**Your goal:** What is expected is a word-for-word copy of all the entries.
☆ ☆ ☆
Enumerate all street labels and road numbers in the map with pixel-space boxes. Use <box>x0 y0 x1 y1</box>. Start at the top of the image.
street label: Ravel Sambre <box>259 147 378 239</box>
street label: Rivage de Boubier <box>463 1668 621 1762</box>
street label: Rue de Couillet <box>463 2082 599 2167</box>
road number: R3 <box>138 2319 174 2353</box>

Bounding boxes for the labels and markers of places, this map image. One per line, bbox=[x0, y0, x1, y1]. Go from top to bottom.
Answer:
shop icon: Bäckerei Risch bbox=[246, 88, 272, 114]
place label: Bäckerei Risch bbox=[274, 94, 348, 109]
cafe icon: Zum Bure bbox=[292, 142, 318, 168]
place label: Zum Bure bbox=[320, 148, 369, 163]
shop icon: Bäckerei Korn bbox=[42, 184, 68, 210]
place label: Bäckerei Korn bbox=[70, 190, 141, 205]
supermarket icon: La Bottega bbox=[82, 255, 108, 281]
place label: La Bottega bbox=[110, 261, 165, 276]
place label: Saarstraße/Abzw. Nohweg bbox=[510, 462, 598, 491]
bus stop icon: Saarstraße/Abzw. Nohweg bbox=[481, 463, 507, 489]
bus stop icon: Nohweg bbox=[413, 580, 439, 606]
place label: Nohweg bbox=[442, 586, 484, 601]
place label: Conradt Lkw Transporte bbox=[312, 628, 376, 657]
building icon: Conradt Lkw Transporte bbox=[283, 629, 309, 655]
☆ ☆ ☆
**Exercise response:**
Enumerate all street labels and road numbers in the map with pixel-space boxes. Use <box>x0 y0 x1 y1</box>. Start at the top of the image.
street label: Ravel Sambre <box>259 147 378 239</box>
street label: Rivage de Boubier <box>463 1668 621 1762</box>
street label: Rue de Couillet <box>463 2082 599 2167</box>
road number: R3 <box>138 2319 174 2353</box>

Bounding boxes for the labels and markers of places, this map image. One per line, bbox=[x0, y0, x1, y1]. Go from top to bottom.
Answer:
shop icon: Bäckerei Risch bbox=[246, 88, 272, 114]
place label: Bäckerei Risch bbox=[274, 94, 348, 109]
cafe icon: Zum Bure bbox=[292, 142, 318, 168]
place label: Zum Bure bbox=[320, 148, 369, 163]
shop icon: Bäckerei Korn bbox=[42, 184, 68, 210]
place label: Bäckerei Korn bbox=[70, 190, 141, 205]
supermarket icon: La Bottega bbox=[82, 255, 108, 281]
place label: La Bottega bbox=[110, 261, 165, 276]
place label: Saarstraße/Abzw. Nohweg bbox=[510, 462, 598, 491]
bus stop icon: Saarstraße/Abzw. Nohweg bbox=[481, 463, 507, 489]
bus stop icon: Nohweg bbox=[413, 580, 439, 606]
place label: Nohweg bbox=[442, 586, 484, 601]
place label: Conradt Lkw Transporte bbox=[312, 628, 376, 657]
building icon: Conradt Lkw Transporte bbox=[283, 629, 309, 655]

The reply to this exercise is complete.